**TASK DETAILS**
From the entries below, please output exactly the lines starting at the one containing "195,2067 L 395,1881" and ending at the one containing "M 619,1909 L 635,1925", both included.

[Records from a dataset]
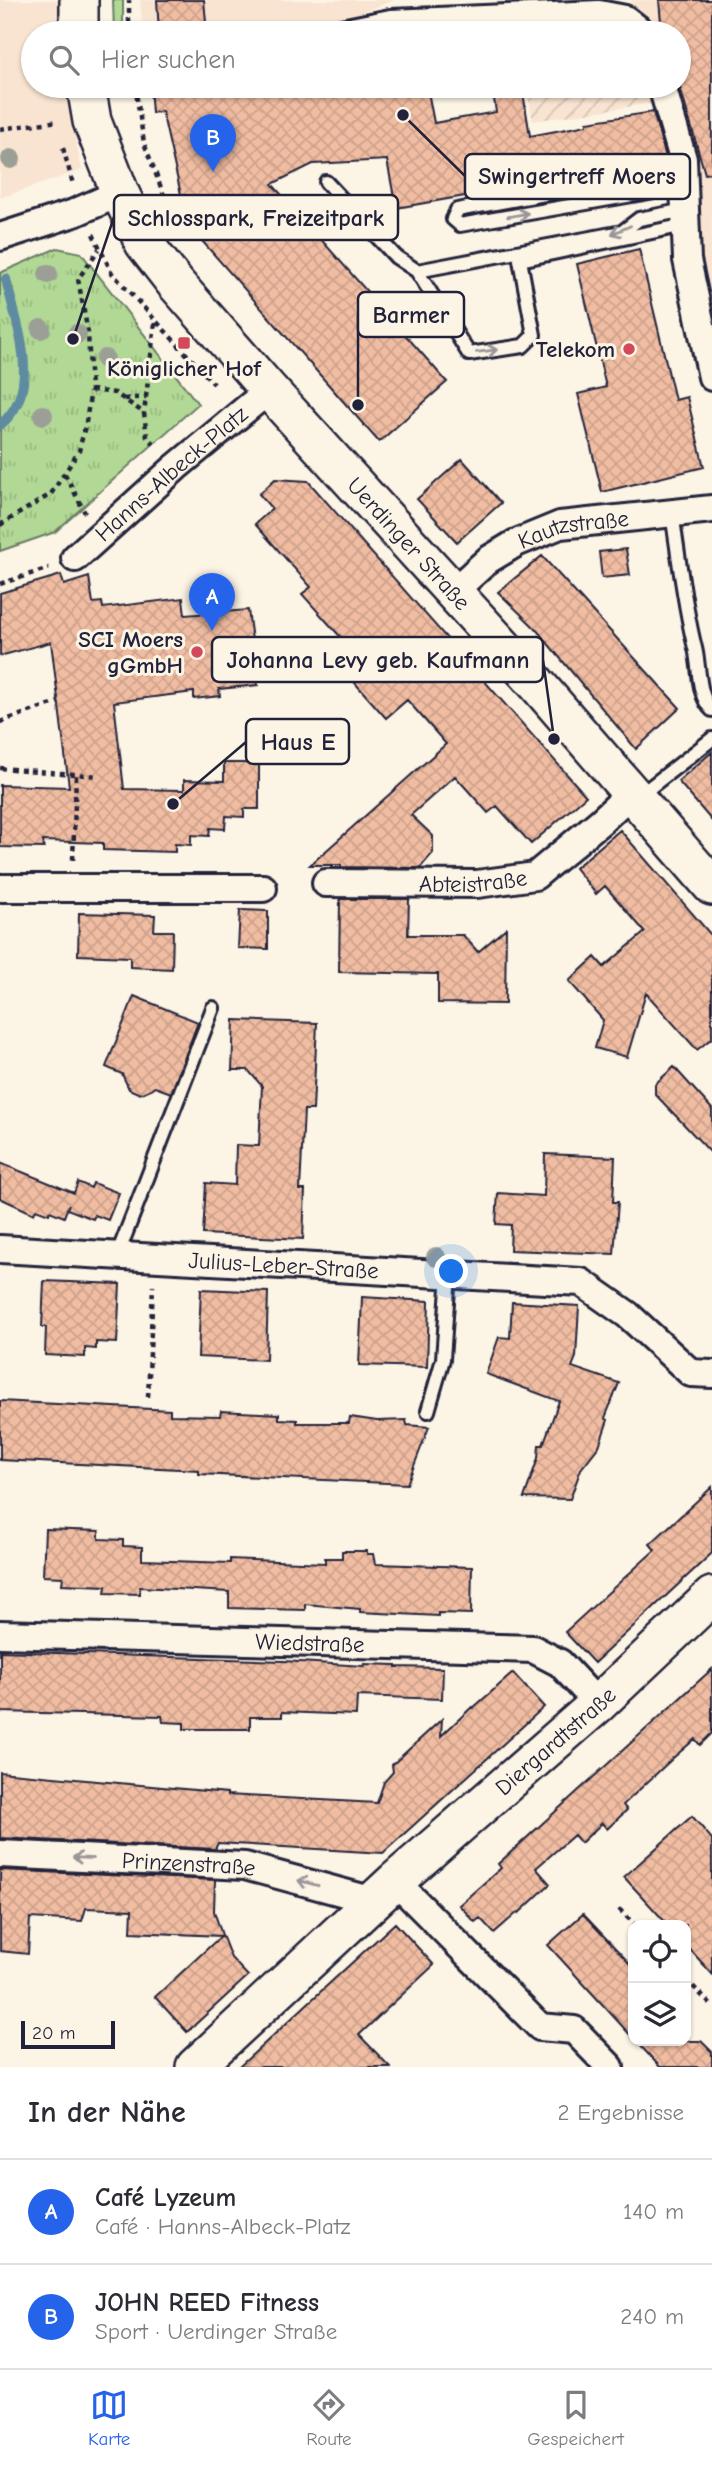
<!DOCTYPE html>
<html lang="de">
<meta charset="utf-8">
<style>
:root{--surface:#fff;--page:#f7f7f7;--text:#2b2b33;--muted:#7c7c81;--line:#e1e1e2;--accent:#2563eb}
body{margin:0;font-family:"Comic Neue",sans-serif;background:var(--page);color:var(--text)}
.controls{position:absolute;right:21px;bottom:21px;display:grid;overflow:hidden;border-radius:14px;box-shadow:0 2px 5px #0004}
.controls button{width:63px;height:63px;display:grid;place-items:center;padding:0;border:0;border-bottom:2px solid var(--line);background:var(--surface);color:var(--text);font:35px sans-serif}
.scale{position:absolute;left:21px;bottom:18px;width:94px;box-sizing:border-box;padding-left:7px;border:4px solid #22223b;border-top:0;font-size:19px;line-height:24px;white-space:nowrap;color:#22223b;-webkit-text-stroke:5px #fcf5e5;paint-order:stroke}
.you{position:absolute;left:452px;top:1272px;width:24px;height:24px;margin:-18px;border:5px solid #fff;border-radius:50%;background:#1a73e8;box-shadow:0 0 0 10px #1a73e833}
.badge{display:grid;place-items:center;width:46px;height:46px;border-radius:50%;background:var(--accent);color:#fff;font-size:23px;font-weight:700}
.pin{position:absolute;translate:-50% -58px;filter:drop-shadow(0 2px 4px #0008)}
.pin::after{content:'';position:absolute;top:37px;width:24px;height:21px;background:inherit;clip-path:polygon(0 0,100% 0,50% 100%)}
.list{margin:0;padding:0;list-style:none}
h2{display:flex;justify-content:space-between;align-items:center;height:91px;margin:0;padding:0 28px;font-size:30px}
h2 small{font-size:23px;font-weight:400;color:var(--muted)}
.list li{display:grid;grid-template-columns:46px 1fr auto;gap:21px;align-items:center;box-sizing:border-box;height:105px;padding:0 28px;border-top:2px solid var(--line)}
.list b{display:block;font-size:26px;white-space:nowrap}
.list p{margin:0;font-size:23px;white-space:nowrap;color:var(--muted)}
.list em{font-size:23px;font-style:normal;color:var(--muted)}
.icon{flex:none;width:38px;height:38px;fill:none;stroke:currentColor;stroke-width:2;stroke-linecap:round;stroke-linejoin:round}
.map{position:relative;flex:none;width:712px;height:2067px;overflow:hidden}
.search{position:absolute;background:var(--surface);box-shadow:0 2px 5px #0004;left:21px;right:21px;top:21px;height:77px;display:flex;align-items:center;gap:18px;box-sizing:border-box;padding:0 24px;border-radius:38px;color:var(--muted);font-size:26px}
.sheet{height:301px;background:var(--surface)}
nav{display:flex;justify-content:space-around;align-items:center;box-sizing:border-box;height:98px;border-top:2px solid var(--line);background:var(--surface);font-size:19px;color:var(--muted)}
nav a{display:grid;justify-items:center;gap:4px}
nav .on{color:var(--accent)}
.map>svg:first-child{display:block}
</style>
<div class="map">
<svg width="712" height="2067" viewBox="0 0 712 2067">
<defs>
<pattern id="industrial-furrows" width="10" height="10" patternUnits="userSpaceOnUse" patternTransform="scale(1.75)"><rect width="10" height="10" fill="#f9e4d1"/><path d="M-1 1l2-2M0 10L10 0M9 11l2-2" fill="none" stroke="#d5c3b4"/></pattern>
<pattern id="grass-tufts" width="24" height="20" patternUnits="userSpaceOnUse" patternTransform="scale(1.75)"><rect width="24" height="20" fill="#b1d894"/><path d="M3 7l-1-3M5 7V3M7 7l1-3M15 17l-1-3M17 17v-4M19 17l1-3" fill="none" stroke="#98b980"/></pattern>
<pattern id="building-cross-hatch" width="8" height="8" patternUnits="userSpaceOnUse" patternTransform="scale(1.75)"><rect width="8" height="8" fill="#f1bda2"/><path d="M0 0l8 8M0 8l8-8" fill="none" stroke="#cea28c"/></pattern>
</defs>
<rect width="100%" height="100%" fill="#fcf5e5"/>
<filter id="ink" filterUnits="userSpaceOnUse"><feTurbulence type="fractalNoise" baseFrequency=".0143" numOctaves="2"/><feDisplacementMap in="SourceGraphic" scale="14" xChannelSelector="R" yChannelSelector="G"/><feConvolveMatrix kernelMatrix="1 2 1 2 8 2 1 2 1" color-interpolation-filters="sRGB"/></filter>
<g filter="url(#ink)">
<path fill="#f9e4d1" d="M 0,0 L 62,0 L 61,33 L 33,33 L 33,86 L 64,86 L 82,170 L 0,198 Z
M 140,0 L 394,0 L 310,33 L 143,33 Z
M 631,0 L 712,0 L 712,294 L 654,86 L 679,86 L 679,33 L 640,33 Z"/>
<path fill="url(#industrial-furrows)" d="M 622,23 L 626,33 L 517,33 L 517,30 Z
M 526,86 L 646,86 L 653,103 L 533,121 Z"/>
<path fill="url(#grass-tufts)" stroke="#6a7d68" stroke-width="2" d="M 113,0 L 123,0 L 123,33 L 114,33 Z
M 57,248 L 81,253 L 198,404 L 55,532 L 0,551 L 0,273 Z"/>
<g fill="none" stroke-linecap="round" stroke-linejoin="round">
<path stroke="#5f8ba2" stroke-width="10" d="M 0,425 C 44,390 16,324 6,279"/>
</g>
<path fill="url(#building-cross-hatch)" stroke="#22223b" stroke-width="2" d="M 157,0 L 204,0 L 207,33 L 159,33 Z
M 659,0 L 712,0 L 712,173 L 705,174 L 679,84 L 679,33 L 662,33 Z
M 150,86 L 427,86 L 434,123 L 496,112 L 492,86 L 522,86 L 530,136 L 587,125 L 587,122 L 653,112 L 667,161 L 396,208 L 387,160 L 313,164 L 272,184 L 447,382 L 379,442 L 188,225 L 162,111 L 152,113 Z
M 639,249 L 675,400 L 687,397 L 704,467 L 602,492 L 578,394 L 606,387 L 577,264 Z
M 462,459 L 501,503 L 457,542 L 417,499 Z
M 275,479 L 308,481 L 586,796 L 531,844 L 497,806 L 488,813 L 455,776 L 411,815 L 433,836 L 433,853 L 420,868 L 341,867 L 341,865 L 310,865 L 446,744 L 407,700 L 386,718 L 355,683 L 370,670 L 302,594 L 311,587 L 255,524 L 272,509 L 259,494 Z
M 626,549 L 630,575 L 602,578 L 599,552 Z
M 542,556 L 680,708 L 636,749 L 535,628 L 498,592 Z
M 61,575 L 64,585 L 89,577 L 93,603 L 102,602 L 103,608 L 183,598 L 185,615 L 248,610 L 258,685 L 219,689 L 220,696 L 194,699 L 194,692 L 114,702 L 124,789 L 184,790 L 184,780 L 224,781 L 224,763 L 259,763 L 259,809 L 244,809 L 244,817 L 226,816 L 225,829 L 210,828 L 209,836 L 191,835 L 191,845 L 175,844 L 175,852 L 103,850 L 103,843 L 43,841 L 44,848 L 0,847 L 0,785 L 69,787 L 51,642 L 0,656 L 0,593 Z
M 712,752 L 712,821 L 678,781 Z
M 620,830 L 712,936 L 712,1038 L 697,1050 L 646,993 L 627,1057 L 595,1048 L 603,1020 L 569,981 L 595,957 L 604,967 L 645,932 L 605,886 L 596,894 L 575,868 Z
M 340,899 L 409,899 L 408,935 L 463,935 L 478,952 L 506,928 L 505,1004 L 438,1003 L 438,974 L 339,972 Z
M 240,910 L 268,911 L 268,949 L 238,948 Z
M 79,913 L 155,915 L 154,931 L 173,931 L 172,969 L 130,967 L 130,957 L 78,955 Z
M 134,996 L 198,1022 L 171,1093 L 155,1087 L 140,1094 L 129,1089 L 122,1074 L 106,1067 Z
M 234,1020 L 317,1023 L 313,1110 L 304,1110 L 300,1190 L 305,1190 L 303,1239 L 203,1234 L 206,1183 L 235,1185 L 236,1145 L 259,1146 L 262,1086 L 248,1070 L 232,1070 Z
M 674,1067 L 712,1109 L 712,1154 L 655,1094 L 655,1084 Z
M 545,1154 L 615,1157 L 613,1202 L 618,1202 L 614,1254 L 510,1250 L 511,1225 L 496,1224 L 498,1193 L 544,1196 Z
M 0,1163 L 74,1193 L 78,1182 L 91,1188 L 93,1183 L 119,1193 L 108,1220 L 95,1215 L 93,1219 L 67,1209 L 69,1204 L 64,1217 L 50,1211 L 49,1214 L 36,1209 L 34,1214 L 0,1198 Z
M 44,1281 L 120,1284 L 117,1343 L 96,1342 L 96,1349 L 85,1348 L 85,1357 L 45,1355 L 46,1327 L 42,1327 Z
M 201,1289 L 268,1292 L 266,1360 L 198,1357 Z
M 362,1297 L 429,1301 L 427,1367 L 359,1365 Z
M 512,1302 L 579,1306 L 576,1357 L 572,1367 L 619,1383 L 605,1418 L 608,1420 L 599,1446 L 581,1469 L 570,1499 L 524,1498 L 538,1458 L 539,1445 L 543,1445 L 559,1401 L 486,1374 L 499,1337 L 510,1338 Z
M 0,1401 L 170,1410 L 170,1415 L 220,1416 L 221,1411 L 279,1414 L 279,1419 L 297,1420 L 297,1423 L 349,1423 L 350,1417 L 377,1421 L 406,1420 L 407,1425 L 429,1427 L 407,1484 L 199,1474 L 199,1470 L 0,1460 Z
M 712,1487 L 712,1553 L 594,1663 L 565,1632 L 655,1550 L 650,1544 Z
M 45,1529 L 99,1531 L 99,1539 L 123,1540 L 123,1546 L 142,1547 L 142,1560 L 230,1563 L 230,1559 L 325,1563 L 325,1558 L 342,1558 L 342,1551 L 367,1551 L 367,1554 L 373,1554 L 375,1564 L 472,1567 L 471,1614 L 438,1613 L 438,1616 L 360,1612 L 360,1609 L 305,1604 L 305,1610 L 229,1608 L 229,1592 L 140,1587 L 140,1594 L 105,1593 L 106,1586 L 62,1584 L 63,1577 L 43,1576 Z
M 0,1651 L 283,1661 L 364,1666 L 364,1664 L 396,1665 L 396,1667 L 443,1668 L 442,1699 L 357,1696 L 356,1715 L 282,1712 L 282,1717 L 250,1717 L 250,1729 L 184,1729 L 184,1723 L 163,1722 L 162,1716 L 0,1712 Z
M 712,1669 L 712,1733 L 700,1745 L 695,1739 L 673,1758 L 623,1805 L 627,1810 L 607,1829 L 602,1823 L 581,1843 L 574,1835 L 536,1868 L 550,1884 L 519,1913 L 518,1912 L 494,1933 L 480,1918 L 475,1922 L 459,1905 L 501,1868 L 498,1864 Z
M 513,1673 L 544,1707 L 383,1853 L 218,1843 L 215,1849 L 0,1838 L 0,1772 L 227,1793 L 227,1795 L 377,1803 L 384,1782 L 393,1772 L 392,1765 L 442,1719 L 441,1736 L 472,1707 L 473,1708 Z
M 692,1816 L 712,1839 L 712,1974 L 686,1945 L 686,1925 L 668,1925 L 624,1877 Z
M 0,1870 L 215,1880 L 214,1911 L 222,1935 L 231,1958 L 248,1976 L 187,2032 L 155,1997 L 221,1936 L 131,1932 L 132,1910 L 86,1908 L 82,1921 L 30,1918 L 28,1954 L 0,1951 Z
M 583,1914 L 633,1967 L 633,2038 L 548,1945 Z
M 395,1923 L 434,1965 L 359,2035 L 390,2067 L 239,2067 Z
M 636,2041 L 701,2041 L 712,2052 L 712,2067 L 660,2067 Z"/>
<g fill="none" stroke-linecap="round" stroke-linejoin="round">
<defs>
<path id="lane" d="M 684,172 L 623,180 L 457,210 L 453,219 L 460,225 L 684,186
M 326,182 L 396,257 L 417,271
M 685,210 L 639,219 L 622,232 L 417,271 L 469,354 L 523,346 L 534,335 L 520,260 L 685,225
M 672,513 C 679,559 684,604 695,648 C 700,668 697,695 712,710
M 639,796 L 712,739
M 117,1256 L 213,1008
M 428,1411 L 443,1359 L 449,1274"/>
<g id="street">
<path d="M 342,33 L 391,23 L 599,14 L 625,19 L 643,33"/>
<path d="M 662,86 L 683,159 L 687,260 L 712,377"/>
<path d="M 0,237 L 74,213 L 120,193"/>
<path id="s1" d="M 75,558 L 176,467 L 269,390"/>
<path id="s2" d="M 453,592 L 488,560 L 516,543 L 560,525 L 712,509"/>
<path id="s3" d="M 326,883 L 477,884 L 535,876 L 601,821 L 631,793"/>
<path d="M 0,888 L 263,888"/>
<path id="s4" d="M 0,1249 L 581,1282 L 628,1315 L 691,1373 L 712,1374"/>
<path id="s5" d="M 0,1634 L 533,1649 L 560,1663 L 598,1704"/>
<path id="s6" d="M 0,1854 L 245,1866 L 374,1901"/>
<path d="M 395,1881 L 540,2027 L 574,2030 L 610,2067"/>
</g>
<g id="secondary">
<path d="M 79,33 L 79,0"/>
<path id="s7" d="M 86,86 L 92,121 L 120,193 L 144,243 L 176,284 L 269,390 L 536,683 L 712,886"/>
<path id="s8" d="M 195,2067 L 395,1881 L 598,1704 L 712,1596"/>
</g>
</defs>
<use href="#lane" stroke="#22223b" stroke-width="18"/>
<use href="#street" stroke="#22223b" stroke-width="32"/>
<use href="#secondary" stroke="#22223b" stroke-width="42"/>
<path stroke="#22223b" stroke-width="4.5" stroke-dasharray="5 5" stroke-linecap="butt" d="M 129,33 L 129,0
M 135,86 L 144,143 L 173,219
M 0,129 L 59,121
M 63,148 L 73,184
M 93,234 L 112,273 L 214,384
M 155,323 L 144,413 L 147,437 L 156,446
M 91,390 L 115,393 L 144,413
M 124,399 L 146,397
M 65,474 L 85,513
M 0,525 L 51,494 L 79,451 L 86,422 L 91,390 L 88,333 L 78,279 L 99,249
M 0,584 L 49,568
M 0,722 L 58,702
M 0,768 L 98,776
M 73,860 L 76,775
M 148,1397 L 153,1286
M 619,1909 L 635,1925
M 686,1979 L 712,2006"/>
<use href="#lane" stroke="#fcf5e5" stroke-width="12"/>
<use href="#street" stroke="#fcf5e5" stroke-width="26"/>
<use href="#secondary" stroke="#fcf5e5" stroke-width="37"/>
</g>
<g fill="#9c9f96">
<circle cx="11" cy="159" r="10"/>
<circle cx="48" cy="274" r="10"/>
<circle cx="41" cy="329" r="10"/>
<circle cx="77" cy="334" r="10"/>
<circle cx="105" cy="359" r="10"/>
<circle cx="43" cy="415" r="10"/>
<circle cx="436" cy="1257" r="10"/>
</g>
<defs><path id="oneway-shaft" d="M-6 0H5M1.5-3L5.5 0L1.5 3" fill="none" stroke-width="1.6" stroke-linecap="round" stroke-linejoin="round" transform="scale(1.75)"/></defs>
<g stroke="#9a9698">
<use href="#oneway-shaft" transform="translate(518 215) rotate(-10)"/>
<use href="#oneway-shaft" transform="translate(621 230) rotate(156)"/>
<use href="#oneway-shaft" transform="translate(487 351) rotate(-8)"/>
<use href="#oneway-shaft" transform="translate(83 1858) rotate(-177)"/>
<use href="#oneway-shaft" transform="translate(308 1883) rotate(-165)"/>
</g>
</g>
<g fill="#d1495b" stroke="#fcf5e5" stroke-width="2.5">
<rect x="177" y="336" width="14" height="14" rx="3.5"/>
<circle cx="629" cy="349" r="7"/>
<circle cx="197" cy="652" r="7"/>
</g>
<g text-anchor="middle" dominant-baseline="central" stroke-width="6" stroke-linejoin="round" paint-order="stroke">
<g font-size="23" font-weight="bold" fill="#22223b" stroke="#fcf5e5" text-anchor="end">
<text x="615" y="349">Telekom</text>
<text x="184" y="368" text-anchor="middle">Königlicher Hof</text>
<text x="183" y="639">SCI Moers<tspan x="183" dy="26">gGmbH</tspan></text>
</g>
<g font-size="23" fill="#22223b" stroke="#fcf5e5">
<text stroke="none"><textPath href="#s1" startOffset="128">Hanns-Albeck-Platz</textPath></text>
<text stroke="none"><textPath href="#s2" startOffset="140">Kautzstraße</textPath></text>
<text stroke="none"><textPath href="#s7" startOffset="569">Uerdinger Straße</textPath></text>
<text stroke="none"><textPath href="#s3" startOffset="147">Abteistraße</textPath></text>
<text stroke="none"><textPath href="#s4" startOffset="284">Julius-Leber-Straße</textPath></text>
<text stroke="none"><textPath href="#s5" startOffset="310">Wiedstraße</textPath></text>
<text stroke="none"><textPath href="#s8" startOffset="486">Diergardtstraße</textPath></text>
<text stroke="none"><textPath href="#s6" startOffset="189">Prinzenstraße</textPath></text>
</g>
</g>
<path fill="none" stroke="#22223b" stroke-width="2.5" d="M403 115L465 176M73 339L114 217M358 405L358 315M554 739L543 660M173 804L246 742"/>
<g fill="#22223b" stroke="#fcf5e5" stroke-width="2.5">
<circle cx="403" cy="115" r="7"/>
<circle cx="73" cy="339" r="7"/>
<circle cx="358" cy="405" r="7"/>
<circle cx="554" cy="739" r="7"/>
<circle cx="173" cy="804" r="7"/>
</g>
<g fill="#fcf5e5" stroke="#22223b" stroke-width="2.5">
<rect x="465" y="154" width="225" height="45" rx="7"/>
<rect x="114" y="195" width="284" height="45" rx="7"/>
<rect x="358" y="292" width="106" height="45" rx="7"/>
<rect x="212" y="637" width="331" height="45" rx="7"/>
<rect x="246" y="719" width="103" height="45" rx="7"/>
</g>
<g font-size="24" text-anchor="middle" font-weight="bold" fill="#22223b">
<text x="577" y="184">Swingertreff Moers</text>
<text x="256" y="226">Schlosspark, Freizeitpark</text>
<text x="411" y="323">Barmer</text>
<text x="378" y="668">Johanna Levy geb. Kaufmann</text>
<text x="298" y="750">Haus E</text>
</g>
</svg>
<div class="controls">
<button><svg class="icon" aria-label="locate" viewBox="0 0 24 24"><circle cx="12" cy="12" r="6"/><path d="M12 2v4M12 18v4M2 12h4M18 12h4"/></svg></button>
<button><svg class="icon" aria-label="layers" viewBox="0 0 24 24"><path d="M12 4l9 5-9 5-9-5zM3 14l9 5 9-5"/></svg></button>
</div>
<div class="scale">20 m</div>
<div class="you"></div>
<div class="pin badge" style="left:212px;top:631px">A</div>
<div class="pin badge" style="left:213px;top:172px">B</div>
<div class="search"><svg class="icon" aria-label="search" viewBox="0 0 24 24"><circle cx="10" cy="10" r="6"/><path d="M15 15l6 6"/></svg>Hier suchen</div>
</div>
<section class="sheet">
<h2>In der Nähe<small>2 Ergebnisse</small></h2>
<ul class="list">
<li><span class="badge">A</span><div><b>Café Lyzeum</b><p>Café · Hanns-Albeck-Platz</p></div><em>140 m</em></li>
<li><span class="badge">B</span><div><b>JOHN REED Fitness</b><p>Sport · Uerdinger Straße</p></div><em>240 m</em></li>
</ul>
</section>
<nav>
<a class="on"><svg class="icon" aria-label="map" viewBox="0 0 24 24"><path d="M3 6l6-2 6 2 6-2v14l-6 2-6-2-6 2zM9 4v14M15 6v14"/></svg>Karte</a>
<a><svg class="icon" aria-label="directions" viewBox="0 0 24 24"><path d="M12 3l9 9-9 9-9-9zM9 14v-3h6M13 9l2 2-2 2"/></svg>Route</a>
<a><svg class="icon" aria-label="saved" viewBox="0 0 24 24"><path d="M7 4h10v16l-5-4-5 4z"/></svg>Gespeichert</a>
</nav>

**ANSWER SPACE**
<path id="s8" d="M 195,2067 L 395,1881 L 598,1704 L 712,1596"/>
</g>
</defs>
<use href="#lane" stroke="#22223b" stroke-width="18"/>
<use href="#street" stroke="#22223b" stroke-width="32"/>
<use href="#secondary" stroke="#22223b" stroke-width="42"/>
<path stroke="#22223b" stroke-width="4.5" stroke-dasharray="5 5" stroke-linecap="butt" d="M 129,33 L 129,0
M 135,86 L 144,143 L 173,219
M 0,129 L 59,121
M 63,148 L 73,184
M 93,234 L 112,273 L 214,384
M 155,323 L 144,413 L 147,437 L 156,446
M 91,390 L 115,393 L 144,413
M 124,399 L 146,397
M 65,474 L 85,513
M 0,525 L 51,494 L 79,451 L 86,422 L 91,390 L 88,333 L 78,279 L 99,249
M 0,584 L 49,568
M 0,722 L 58,702
M 0,768 L 98,776
M 73,860 L 76,775
M 148,1397 L 153,1286
M 619,1909 L 635,1925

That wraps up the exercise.